The legal world of company restructurings and insolvencies is rapidly evolving and in a world of COVID-19 and the associated uncertainty it brings, it has never been more difficult for directors to ensure that they are properly discharging their duties. Gawain Moore, Partner in the Walker Morris Banking, Restructuring & Insolvency team, shares his ten top tips for directors whose companies are facing financial challenges in the current economic climate.
- Seek advice at an early stage. Company directors have a wide range of responsibilities under statute, regulation and the common law. Directors should ensure that they understand them by talking to a specialist quickly.
- Don't panic. Provided directors take reasonable, sensible decisions and follow professional advice, it is very unlikely they will face personal liability.
- Information is key. All directors, not just the FD, must ensure that they understand the financial and trading position of the company, so they can take informed decisions on what is the best course of action for the company and its stakeholders.
- Hold regular board meetings. If the company is in severe financial difficulty, these may need to be daily or even twice daily at the start and end of the day's trading. At those board meetings, the financial and trading position should be reviewed along with any particular creditor pressure and threat of insolvency proceedings or other action which may threaten the future of the company.
- Stakeholder engagement. Engage with the key stakeholders at appropriate times, whether that be shareholders, lenders or key trading counterparties.
- Focus on cash. Even the best turnaround plan will fail if the business does not have sufficient liquidity to see it through.
- Understand the problem. What is it that has led to the need to consider a turnaround plan? Is it a short-term problem, like COVID-19, from which, with sufficient liquidity and provided its market hasn't changed, the company should recover? Or is there a fundamental problem with the company's business?
- Create a positive story. Once directors have decided on a turnaround plan, how can it be framed as a good story which stakeholders will understand and support? The story needs to be backed up by clear and realistic forecasts, based on credible evidence. Remember to involve the company's lenders, as if secured, they will control the assets. The type of lender may be relevant here in relation to the timing and nature of the approach. Is it a high street bank that may be more sensitive to adverse publicity if they are not supportive, or a 'loan to own' type lender who may have ulterior motives. Generally, there is likely to be a greater prospect of lenders buying into a turnaround proposal if the company is open and engages with them at an early stage, rather than being presented with a fully worked up plan they have not had a chance to input into and which may have come as a surprise.
- Consider fresh equity. Fresh equity should also be considered as an option, either from existing shareholders or new investors. How this will work and the costs and risks involved will depend on the nature of the company and its capital structure.
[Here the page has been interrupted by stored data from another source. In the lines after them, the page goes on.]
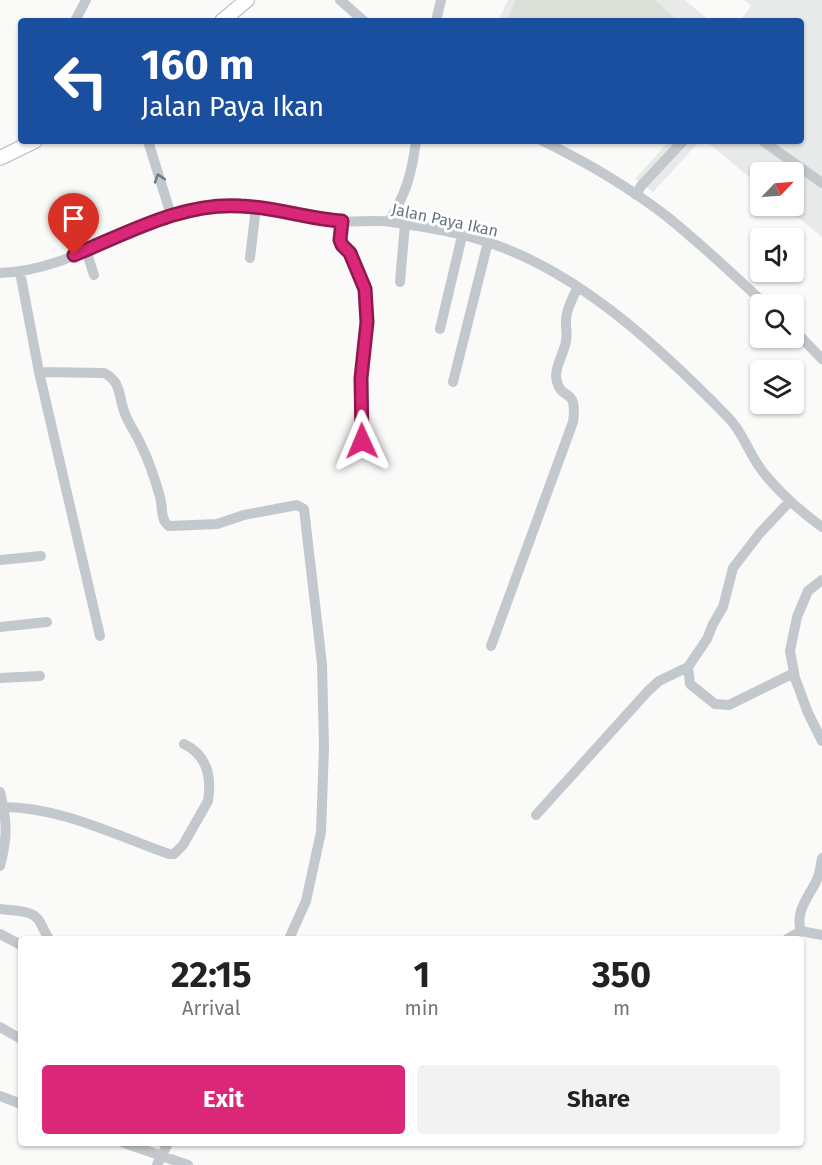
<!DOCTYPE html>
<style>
body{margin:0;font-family:"Fira Sans",sans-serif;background:#f2f2f2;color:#222;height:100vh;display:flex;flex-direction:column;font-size:22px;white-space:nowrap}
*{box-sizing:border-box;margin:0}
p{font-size:20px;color:#767676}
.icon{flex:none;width:33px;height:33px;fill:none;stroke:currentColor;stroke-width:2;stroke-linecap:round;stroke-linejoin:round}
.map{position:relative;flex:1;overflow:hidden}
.sheet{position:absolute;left:18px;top:936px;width:786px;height:210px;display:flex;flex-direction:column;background:#fff;border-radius:6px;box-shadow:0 2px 4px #0004}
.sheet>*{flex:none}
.banner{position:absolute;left:18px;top:18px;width:786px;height:126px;border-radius:6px;box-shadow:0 2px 4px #0004;background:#1a4fa0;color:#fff;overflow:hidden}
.needle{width:39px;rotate:65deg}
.buttons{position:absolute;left:750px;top:162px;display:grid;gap:12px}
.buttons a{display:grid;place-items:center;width:54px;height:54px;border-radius:6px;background:#fff;box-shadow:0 2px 4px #0004;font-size:30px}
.pin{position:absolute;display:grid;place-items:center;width:51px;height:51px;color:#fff;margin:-62px -26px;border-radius:50% 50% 50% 0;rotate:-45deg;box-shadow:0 0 6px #0007}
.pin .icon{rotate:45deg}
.me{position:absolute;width:66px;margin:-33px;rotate:359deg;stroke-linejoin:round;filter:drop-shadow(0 0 4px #0008)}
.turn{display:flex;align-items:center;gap:21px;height:126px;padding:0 24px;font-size:27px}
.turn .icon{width:78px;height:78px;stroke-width:2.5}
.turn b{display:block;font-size:42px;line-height:51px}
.eta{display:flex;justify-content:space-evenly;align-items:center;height:102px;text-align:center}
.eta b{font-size:36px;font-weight:700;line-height:42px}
.button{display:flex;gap:12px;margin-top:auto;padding:12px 24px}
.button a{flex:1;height:69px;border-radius:6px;background:#db2777;color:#fff;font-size:24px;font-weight:700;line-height:69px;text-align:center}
.button a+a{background:#f2f2f2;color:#222}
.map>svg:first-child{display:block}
</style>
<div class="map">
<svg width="822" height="1165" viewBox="0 0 822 1165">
<rect width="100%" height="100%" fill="#fafaf8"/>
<path fill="#e8e9e9" d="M508,0H685L710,21H498Z
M744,0H822V237L784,206H794V172H760V186L706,141H801V21H740L751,6Z
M669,141H700L653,192L635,179Z"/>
<path fill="#dadfd7" d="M516,0H655L678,21H506Z"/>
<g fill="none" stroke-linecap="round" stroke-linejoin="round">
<defs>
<path id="major" d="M222,21L247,0
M0,158L35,141"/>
</defs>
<use href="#major" stroke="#b5babe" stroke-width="16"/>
<path stroke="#c3c8cc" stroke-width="10" d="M340,0L364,21
M75,21L86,0
M436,21L441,0
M148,141L171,215
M543,141C586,162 627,186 665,215C700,243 733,274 765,304
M763,141L822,183
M636,195L641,186L683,141
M342,221L340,240L342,245L350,253L365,289L367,322L361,378L362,441
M389,221C406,194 412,173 416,141
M86,250L94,275
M250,258L256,207
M20,272L39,372L100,636
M0,273C79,271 143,209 222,205C261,204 297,218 335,221C354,223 373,219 392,222C424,227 459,232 490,243C575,271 651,340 713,402C720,409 727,416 733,423C745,438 751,457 763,472C780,493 800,511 822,527
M400,282L405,224
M440,329L462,236
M794,330L822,359
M39,372L104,373C123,382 118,400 126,416C130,426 137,435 141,445C149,461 155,479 160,497C163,507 160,520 169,526L217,524L244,515L297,505L304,509L322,664L324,747L321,832L306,901L289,939
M453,382L488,242
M790,501L760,533L733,568L723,607L713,624L707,639L688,667L690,684L715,704L729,705L794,673
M0,560L41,556
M822,580L808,591L797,617L790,651L795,678L808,713L822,741
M0,627L47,622
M491,646L573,422C578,387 562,401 557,382C553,369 564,354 566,341C568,332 564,322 567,313C569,304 574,295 578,287
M0,678L40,676
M0,792C7,820 8,837 0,866
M0,807C58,806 115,835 169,854H174L183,845L208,801C212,776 207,755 184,744
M536,815L648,691L659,681L688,667
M822,858C821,864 820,871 818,877C811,895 794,910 801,931L822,935
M0,909C13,911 33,909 40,922C43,928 45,933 49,939
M0,934L21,945
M787,939L801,931
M0,1027L21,1039
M0,1096L21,1104
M124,1143L188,1165
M157,1165L168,1143"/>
<use href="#major" stroke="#fff" stroke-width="14"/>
</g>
<defs><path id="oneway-chevron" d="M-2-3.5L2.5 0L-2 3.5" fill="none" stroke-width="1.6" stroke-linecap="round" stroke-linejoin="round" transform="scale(1.5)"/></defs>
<use stroke="#6a7a87" href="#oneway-chevron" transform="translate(159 178) rotate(-108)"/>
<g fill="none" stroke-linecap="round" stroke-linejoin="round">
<defs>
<path id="route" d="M74,255C128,233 182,202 241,206C275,207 308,219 342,221L340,240L342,245L350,253L365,289L367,322L361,378L362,441"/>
</defs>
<use href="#route" stroke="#8e194d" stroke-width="15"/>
<use href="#route" stroke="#db2777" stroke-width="10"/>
</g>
<g text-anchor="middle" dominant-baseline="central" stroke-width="6" stroke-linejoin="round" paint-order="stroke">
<g font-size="16" fill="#657683" stroke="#fff">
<text transform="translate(445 220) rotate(12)">Jalan Paya Ikan</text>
</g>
</g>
</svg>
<div class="buttons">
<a><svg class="needle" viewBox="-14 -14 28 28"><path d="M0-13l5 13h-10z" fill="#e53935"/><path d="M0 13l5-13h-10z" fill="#767676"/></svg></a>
<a><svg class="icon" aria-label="sound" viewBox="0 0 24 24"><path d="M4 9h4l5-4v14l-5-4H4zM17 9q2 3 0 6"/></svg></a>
<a><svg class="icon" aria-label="search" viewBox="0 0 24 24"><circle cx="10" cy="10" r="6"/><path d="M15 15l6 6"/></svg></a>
<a><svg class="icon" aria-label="layers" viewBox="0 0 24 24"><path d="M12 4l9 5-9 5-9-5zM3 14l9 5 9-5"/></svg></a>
</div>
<div class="pin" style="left:74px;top:255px;background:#d93025"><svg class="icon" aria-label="arrive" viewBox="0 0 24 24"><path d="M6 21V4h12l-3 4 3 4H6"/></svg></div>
<svg class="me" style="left:362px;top:441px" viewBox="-20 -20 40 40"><path d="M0-17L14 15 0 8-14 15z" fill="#db2777" stroke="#fff" stroke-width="4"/></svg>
<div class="banner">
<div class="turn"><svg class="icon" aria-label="left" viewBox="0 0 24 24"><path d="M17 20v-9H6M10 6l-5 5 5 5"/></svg><div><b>160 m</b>Jalan Paya Ikan</div></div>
</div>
<section class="sheet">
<div class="eta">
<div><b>22:15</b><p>Arrival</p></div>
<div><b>1</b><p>min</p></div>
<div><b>350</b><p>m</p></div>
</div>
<div class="button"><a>Exit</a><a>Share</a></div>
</section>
</div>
- Seek professional advice. As mentioned, it is crucial to involve lawyers and other professional early on for two reasons. First, to ensure that directors are aware of and understand their duties and risk of personal liability. As noted above, provided directors take reasonable and sensible decisions and follow professional advice, it is very unlikely they will face personal liability. Second, there is often a solution for distressed businesses that will avoid the company entering administration or liquidation, but it will take some time to implement. If the first advice the directors take is a week before the company runs out of cash, there is little time to consider and implement a solvent restructuring.
The content of this article is intended to provide a general guide to the subject matter. Specialist advice should be sought about your specific circumstances.